Directions for this task:
Please repeat only the stretch of records running from the first line through the line that contains "position:absolute; right:18px; top:18px;".

Exercise data:
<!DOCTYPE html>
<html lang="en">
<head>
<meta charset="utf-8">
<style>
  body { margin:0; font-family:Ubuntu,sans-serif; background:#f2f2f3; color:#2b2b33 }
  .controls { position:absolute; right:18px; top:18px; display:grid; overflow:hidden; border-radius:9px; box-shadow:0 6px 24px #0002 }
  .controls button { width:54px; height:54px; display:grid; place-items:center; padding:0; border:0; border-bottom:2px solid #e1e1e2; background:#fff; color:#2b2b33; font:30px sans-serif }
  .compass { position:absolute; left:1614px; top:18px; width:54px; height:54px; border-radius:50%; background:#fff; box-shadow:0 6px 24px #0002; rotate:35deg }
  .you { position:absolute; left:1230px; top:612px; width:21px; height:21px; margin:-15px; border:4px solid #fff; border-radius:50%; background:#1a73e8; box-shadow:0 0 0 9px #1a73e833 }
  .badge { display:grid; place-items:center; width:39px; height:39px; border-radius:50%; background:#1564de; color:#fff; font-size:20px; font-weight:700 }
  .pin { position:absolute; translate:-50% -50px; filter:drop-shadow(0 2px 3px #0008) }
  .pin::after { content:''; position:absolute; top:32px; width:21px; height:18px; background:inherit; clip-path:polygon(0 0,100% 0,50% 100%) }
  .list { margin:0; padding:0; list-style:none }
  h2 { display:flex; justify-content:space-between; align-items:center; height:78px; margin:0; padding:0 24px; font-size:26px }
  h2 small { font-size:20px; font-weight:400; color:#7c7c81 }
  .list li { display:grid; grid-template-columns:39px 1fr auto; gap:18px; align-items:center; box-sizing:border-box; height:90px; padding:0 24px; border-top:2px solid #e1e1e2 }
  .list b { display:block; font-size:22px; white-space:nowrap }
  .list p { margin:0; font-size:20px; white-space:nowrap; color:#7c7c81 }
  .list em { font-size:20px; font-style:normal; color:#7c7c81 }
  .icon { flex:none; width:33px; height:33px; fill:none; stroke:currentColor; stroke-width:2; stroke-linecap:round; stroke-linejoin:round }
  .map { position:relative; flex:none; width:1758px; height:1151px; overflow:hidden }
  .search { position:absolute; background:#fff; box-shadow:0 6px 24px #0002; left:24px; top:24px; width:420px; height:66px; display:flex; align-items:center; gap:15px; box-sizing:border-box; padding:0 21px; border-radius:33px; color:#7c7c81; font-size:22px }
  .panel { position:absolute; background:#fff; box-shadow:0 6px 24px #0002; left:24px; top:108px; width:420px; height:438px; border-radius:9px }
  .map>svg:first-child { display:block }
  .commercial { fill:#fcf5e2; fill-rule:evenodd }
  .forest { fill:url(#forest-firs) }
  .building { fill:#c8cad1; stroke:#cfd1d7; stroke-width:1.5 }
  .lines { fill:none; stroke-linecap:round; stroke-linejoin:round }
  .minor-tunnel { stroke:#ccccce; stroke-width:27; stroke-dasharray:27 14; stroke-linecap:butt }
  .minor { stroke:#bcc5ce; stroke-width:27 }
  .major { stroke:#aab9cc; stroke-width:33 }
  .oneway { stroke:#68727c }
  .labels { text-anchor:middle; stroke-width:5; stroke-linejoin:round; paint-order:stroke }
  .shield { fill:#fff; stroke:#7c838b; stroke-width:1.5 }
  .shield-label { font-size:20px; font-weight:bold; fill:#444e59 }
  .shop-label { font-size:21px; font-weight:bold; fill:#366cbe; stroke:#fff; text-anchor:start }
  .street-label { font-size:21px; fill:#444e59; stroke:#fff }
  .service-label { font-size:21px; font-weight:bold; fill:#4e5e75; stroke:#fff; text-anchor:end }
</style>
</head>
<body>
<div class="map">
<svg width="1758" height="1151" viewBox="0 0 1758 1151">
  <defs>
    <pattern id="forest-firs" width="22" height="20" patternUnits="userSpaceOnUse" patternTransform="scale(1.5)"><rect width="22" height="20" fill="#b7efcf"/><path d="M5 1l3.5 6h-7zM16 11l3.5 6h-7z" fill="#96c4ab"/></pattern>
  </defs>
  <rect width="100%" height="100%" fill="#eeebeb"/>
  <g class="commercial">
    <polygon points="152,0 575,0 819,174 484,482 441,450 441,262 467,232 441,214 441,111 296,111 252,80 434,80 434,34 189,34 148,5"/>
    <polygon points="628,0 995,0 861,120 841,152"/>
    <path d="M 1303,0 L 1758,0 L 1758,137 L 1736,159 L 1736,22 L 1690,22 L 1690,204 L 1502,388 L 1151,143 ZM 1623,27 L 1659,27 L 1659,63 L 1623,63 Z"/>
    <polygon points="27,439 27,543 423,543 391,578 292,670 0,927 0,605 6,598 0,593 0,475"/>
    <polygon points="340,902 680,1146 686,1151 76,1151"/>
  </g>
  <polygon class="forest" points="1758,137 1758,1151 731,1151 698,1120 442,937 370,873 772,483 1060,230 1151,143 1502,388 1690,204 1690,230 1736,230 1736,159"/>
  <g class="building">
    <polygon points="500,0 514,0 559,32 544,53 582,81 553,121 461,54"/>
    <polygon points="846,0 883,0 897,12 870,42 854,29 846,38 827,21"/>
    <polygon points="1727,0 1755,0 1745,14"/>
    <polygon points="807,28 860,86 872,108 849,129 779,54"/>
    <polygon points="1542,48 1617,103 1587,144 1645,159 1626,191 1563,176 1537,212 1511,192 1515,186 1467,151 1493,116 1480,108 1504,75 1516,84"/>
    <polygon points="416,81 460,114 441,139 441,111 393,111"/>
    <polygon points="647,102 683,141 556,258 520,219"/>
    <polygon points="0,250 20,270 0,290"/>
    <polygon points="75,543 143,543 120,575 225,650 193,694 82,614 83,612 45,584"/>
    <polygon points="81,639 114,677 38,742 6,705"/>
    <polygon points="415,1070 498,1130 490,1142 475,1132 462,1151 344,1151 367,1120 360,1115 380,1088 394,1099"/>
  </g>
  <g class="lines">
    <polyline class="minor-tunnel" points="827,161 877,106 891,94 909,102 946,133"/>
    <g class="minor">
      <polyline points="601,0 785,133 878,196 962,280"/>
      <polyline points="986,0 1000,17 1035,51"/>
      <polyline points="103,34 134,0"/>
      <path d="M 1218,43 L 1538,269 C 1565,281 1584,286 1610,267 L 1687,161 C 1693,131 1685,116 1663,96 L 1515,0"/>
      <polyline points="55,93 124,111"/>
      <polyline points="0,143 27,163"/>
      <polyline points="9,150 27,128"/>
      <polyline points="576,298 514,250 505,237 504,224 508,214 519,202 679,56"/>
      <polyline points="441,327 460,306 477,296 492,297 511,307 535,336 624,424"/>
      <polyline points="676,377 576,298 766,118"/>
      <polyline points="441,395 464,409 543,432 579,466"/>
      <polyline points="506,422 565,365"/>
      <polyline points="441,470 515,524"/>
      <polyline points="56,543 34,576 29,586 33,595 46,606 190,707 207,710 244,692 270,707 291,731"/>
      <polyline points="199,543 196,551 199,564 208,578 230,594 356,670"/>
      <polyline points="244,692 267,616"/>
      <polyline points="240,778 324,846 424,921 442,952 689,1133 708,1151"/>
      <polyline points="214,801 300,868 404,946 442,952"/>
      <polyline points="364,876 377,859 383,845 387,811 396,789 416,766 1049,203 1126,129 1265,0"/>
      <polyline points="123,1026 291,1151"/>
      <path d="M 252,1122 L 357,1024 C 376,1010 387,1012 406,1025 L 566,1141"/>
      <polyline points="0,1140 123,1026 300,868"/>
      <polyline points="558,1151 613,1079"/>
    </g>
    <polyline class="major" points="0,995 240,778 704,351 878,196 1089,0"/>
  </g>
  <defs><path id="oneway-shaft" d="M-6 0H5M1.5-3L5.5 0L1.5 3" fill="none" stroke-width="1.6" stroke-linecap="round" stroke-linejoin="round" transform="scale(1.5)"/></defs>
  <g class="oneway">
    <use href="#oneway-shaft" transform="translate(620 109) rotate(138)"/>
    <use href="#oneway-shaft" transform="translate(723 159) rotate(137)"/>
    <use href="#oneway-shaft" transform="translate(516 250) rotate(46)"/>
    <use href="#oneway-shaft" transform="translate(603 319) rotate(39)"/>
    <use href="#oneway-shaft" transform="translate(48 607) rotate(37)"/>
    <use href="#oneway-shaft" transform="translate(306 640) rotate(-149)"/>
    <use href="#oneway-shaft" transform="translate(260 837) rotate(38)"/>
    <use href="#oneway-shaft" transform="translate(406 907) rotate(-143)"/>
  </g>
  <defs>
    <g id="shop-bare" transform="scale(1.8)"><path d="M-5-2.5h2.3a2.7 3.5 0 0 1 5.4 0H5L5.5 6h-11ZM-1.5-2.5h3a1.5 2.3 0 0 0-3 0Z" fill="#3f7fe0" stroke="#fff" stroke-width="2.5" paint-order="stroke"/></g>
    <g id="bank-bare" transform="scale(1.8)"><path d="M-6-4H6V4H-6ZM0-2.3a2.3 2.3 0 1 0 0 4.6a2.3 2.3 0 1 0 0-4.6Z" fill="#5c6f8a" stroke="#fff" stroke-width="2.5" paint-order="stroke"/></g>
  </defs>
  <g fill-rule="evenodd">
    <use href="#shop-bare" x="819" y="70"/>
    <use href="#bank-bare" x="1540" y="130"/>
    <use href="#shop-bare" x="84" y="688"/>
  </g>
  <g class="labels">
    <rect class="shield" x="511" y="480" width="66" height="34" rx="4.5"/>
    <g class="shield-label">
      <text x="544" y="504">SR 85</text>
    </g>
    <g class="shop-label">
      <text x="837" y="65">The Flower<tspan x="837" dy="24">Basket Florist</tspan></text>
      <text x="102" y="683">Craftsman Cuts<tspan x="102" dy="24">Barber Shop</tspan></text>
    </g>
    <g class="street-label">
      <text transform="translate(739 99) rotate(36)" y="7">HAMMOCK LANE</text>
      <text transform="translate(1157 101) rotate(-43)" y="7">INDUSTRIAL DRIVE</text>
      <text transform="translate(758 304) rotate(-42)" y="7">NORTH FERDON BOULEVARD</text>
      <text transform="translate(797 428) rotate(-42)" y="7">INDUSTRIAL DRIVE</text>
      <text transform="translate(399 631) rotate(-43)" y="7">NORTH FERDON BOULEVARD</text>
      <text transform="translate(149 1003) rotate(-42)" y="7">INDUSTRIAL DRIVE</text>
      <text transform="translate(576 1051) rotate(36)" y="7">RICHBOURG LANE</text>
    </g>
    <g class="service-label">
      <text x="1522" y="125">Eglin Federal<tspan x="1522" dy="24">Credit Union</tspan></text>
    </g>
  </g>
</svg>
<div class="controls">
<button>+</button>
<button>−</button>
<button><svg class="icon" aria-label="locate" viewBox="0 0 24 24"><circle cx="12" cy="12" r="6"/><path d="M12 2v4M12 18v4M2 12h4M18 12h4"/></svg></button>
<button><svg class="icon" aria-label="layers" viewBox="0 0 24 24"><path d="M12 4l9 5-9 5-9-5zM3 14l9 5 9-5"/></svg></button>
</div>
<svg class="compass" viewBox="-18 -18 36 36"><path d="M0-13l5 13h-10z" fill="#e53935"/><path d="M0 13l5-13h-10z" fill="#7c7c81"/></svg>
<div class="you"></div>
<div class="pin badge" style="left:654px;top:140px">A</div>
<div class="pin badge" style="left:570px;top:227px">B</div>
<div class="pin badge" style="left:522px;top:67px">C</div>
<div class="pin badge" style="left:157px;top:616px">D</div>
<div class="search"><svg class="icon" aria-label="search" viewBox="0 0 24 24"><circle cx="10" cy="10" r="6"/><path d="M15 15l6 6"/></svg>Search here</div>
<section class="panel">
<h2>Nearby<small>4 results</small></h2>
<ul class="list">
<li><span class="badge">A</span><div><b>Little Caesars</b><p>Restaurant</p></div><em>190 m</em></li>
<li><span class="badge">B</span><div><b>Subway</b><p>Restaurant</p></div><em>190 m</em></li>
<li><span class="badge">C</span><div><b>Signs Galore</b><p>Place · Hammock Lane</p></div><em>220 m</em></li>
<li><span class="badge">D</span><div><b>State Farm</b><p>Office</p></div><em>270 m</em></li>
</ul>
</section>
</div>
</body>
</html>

Answer area:
<!DOCTYPE html>
<html lang="en">
<head>
<meta charset="utf-8">
<style>
  body { margin:0; font-family:Ubuntu,sans-serif; background:#f2f2f3; color:#2b2b33 }
  .controls { position:absolute; right:18px; top:18px; display:grid; overflow:hidden; border-radius:9px; box-shadow:0 6px 24px #0002 }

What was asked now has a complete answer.